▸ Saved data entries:
_ _ _

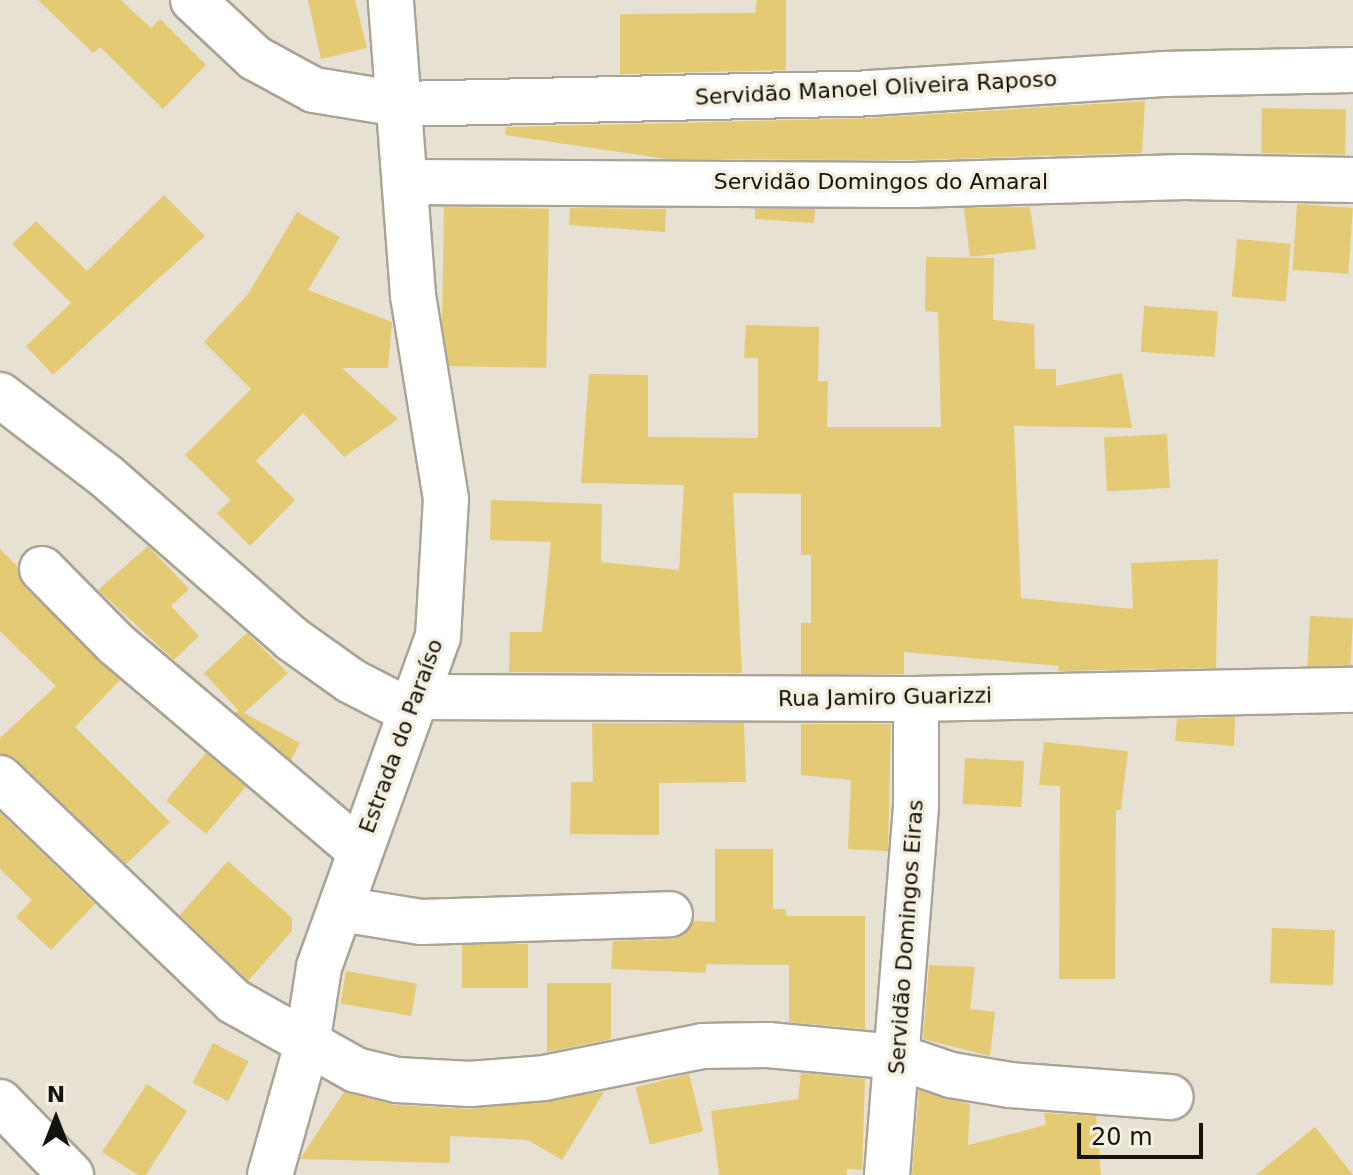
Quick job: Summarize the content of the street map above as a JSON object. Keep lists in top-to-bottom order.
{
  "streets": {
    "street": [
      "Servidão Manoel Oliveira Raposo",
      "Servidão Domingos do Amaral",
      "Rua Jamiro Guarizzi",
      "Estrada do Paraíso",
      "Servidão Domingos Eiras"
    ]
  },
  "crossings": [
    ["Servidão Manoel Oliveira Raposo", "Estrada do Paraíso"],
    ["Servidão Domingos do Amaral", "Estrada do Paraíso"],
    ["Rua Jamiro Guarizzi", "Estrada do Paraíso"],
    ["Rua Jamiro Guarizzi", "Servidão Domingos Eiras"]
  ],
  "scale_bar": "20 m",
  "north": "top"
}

_ _ _

▸ What needs to be done: Each record should be written out again exactly, though without its pictures.

▸ Written solution:
Quick job: Summarize the content of the street map above as a JSON object. Keep lists in top-to-bottom order.
{
  "streets": {
    "street": [
      "Servidão Manoel Oliveira Raposo",
      "Servidão Domingos do Amaral",
      "Rua Jamiro Guarizzi",
      "Estrada do Paraíso",
      "Servidão Domingos Eiras"
    ]
  },
  "crossings": [
    ["Servidão Manoel Oliveira Raposo", "Estrada do Paraíso"],
    ["Servidão Domingos do Amaral", "Estrada do Paraíso"],
    ["Rua Jamiro Guarizzi", "Estrada do Paraíso"],
    ["Rua Jamiro Guarizzi", "Servidão Domingos Eiras"]
  ],
  "scale_bar": "20 m",
  "north": "top"
}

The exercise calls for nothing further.